Coffee, Rust, Deforestation, Climate Change and The Global Market

Coffee, like gold, sugar and oil, has long been one of Latin America’s major exports, sustaining everyone from independent farmers in mountain regions to corporate bankers in capital cities, all while keeping weary minds alert throughout the world.

Yet over the last decade, changing climate patterns have intensified droughts and plagues in the region, creating conditions less suitable for coffee production and wreaking havoc on the industry that came to define, even shape, many hillsides in rural Central and South America. Today, as coffee growers struggle to recover from a string of weather-related events, some industry analysts have already foreseen a major shift in coffee production towards Asia and away from Latin America.

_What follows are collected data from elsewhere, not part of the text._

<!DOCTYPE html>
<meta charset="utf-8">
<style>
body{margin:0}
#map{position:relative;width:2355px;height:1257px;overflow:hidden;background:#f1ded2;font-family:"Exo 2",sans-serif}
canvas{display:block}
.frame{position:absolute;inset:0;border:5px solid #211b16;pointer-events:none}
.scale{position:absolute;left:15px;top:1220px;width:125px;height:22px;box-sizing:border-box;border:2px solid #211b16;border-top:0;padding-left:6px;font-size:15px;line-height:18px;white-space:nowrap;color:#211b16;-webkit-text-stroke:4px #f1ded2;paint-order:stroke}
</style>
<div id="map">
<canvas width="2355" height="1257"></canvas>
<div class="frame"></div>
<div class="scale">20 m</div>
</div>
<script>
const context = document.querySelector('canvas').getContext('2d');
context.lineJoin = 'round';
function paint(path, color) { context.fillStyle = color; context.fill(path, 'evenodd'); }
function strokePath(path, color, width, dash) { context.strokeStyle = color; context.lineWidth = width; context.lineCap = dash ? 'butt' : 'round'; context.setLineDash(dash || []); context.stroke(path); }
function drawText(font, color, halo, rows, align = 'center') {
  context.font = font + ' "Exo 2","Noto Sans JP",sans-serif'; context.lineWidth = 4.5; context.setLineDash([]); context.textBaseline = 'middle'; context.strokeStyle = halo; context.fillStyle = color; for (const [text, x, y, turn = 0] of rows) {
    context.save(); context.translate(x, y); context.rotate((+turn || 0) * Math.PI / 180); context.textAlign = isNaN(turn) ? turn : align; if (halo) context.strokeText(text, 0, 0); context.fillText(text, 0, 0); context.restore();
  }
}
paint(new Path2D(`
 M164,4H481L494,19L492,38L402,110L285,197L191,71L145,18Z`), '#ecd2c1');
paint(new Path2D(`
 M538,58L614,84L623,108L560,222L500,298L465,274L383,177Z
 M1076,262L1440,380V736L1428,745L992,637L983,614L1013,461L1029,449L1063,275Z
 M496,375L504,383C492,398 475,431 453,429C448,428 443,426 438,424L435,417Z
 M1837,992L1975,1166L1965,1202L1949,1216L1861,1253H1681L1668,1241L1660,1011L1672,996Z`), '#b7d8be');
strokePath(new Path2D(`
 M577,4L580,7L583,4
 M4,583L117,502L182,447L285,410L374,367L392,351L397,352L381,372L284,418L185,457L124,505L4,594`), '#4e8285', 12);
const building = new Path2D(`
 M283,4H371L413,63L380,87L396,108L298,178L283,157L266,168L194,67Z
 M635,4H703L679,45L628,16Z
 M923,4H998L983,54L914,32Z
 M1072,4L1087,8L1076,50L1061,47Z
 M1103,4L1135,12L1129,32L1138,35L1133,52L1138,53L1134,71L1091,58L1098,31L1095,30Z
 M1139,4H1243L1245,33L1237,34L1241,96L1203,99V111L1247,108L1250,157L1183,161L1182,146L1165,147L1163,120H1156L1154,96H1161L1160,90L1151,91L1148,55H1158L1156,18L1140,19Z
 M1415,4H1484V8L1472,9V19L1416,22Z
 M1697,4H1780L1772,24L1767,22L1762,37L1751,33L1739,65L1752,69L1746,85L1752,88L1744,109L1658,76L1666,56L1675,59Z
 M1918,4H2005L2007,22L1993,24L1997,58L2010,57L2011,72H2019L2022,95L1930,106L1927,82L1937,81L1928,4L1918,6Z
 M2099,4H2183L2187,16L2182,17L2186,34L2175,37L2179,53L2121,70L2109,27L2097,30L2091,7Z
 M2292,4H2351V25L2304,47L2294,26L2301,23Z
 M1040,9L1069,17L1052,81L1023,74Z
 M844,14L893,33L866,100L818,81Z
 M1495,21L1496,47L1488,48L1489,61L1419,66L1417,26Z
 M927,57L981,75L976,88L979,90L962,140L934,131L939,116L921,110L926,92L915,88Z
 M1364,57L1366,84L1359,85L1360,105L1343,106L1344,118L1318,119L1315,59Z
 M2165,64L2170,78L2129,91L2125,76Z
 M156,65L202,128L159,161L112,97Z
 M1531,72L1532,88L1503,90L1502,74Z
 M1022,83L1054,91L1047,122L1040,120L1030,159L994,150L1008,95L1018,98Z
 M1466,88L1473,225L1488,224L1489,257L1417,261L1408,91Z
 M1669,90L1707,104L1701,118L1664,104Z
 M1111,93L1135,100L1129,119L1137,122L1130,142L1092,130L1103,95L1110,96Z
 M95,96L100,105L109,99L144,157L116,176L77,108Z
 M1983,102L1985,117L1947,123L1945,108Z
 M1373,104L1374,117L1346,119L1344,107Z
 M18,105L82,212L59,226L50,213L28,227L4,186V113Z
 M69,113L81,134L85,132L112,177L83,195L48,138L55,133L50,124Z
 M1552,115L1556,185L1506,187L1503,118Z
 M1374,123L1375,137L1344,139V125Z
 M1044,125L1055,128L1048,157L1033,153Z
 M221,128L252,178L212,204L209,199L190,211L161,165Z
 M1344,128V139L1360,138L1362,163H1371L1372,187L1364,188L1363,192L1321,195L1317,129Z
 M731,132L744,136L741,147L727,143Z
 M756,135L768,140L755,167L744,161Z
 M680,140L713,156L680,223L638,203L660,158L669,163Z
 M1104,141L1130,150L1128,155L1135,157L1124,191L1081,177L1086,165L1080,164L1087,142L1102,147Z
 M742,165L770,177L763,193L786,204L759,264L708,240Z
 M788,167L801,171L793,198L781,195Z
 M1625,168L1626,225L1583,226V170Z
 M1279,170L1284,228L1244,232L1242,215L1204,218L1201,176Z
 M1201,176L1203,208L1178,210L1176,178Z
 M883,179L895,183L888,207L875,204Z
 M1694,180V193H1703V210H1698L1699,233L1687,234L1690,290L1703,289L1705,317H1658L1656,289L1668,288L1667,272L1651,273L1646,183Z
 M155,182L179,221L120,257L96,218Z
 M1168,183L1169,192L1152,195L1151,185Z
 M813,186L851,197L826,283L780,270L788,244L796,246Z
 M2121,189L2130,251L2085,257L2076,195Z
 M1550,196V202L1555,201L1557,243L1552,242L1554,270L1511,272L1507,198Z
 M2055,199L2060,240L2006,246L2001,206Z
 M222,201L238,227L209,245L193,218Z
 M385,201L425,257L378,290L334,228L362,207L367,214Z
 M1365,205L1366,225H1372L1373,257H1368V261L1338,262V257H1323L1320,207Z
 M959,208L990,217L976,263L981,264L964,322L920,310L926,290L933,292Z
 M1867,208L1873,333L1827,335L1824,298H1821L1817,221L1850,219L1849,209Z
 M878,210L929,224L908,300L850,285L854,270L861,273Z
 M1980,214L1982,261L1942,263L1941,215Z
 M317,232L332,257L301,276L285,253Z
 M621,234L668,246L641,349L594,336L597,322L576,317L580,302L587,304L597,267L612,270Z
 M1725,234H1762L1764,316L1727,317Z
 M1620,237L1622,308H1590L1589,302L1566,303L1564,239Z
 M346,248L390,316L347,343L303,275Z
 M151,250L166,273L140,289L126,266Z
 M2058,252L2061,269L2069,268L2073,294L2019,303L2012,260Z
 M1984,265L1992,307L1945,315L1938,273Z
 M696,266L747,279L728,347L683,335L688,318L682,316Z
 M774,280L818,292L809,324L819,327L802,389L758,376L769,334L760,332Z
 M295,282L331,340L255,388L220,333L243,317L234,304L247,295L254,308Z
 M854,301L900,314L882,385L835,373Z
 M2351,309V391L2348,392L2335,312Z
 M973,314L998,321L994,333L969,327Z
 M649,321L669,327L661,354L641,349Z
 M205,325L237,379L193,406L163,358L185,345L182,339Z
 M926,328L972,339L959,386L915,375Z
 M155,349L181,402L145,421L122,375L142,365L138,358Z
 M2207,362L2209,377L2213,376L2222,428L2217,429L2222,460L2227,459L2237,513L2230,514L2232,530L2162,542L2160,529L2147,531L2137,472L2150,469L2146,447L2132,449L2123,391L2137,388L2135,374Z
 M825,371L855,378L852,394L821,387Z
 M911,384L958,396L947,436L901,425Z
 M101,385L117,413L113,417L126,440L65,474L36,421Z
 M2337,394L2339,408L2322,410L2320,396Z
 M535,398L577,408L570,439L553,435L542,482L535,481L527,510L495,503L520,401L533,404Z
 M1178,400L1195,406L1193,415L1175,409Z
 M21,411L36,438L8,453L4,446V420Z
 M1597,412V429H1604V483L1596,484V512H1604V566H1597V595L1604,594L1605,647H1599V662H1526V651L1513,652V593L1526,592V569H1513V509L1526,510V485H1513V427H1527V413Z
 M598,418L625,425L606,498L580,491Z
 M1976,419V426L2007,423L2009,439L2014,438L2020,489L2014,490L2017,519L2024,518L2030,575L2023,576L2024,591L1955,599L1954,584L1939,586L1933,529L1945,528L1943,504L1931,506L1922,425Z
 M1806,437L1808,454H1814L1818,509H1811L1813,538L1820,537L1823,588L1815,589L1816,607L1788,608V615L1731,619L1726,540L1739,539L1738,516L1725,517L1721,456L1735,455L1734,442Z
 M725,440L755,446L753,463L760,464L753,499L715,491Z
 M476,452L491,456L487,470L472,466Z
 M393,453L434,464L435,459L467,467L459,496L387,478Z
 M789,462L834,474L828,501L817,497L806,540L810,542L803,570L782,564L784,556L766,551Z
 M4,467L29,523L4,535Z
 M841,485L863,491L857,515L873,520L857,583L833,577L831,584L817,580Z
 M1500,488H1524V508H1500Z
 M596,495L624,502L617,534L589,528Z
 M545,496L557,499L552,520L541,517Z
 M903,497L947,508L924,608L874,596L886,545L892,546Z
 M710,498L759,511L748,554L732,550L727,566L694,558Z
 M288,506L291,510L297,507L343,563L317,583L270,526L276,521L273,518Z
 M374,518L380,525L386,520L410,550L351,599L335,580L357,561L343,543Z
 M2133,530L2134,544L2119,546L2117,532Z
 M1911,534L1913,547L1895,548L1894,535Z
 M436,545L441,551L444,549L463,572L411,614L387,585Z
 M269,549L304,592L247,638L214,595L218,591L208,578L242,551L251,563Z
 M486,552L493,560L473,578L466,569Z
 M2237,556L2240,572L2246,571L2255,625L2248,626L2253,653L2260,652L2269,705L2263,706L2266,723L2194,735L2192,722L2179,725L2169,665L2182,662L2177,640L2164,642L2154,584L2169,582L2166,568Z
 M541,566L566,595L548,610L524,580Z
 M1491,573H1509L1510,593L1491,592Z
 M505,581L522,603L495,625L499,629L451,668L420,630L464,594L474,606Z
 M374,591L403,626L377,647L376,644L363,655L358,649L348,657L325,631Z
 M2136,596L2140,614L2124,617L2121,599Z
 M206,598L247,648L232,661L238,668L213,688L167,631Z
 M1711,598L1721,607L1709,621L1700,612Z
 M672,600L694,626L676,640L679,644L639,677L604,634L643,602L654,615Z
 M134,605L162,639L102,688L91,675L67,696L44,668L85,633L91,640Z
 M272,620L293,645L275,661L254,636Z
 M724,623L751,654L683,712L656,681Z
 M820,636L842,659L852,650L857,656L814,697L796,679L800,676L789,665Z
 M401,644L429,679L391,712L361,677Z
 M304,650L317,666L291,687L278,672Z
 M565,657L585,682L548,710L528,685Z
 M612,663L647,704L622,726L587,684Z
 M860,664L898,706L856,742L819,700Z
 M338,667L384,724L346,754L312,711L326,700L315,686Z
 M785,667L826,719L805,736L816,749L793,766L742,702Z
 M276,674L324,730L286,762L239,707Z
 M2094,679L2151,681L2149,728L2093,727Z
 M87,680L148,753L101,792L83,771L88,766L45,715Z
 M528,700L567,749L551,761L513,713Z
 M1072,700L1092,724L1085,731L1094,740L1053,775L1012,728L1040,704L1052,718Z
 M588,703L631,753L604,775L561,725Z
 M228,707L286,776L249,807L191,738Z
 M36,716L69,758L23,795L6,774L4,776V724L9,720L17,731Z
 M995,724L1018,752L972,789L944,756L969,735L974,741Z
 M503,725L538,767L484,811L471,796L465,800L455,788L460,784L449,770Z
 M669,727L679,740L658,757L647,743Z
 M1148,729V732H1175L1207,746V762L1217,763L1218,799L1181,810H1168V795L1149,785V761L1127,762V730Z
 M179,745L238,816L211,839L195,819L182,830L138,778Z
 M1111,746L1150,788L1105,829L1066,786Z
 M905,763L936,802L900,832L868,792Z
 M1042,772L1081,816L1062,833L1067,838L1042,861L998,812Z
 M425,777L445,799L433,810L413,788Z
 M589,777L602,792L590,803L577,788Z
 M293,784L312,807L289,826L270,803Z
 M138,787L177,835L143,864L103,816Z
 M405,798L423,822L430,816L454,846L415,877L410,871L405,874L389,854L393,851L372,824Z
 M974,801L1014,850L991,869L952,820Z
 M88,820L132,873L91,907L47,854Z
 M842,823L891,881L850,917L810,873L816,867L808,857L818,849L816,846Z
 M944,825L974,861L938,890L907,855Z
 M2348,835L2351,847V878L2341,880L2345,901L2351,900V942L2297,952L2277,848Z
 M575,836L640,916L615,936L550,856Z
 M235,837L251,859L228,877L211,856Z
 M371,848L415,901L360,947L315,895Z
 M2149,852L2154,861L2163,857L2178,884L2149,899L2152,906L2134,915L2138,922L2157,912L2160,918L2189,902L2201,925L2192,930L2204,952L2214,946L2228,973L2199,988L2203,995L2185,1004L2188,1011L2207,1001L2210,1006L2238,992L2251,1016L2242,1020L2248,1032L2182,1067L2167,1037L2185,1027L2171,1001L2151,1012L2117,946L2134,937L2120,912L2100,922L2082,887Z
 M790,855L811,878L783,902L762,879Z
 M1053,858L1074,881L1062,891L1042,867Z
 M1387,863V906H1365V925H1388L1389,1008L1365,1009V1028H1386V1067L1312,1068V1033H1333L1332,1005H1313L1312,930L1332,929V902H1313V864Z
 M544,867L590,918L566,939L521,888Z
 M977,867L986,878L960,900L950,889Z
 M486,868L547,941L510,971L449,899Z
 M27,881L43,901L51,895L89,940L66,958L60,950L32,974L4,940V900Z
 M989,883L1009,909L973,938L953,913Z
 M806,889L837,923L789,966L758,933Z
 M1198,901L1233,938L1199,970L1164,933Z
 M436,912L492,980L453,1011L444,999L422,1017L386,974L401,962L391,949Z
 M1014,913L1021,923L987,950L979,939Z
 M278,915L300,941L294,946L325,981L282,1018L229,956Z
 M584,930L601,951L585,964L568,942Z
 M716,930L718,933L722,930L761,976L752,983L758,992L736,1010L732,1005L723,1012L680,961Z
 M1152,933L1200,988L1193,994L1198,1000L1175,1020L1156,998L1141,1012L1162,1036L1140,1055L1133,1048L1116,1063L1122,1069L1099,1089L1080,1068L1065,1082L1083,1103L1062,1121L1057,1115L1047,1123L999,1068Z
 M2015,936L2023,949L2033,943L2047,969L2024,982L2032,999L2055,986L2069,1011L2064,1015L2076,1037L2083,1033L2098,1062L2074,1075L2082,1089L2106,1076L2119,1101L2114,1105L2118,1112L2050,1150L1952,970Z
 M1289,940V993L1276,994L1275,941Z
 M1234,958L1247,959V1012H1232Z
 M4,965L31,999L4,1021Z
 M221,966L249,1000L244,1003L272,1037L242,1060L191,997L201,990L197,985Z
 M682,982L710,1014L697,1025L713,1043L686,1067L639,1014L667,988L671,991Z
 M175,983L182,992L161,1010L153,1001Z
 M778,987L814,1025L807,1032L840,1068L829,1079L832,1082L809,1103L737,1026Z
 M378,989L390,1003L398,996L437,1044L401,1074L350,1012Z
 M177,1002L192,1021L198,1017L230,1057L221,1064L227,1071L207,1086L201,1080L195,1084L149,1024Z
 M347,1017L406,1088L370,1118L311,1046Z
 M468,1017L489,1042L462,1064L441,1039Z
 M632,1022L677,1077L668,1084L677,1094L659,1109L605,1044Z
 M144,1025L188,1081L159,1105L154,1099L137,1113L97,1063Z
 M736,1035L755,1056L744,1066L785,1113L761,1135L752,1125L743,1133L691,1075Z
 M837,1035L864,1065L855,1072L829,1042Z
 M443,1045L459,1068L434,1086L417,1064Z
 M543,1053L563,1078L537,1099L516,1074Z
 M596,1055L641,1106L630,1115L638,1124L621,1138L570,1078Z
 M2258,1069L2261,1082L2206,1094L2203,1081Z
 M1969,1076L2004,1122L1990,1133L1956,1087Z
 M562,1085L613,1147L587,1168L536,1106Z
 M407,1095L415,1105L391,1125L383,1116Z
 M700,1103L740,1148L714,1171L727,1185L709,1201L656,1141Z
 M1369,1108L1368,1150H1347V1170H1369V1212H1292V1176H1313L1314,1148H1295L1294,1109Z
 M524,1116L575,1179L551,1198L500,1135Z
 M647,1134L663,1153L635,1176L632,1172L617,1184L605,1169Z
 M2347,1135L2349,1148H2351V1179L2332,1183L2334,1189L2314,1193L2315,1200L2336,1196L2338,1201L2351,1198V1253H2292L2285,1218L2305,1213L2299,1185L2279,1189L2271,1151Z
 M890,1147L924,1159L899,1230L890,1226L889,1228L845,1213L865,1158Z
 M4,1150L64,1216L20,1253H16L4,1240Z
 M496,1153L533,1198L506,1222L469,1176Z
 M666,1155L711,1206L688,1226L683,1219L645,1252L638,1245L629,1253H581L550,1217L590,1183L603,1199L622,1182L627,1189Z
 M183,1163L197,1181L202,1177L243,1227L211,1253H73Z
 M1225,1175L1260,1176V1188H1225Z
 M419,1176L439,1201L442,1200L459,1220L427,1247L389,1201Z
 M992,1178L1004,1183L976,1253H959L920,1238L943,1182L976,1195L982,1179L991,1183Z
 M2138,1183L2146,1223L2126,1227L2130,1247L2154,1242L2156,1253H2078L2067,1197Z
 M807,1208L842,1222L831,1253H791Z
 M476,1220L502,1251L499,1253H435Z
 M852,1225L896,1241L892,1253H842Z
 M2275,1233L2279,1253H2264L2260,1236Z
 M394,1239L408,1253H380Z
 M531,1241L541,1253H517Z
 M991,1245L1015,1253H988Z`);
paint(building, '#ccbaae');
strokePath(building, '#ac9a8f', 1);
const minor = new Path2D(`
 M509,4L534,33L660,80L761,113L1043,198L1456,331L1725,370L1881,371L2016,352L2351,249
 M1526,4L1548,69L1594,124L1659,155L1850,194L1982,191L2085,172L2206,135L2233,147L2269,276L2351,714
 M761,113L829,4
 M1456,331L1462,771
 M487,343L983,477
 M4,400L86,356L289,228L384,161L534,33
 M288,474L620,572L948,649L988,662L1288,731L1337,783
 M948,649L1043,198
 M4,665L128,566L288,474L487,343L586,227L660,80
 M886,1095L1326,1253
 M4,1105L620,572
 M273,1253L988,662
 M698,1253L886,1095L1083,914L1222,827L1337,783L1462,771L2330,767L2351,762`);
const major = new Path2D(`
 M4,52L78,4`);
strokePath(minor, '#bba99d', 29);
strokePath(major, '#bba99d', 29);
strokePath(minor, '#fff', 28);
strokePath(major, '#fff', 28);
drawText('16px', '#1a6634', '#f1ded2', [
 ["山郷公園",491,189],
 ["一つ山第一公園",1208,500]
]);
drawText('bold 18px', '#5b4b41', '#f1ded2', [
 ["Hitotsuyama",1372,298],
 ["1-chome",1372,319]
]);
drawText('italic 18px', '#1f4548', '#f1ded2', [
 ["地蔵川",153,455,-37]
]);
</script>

The long series of problems came to a peak this spring, when coffee prices doubled after a severe drought stunted the growing season in Brazil, the world’s top coffee exporter. The extent of the damage remains unknown, but the price hike arrived at the same time that many other Latin American nations underwent a record-breaking epidemic of coffee rust, or “roya” in Spanish, a fungus known to suffocate coffee trees and lower bean yields.
The rust outbreak began in 2012 and has since affected nations spanning from Mexico to Peru, with countries in Central America experiencing the highest levels of crop loss, said Monika Firl, social projects manager at Cooperative Coffees, a Montreal-based sourcing co-op that imports specialty coffee.
“In Nicaragua in particular, farmer groups have been really hit hard,” Firl said. “Some groups that we are working with might have 20 percent of their total harvest. There are other farmers we are working with in El Salvador that will have 5 or 10 percent of their usual harvest, so for a farmer that’s already living on the edge, this is disastrous.”
The outbreak is just one of three major epidemics to hit Latin American coffee growers in the last six years. There was also a coffee rust outbreak in Colombia from 2008-2011, where nearly a third of the nation’s harvest was lost to the fungus. Along with this year’s drought in Brazil, the three events were caused by erratic climate patterns, said Peter Baker a senior scientist specializing in commodities and climate change at the Centre for Agricultural Bioscience International.
“It’s difficult to point the finger directly and say it’s because of climate change, but it’s consistent with more chaotic weather patterns which I think we’re seeing globally,” Baker said during a phone interview in May 2014.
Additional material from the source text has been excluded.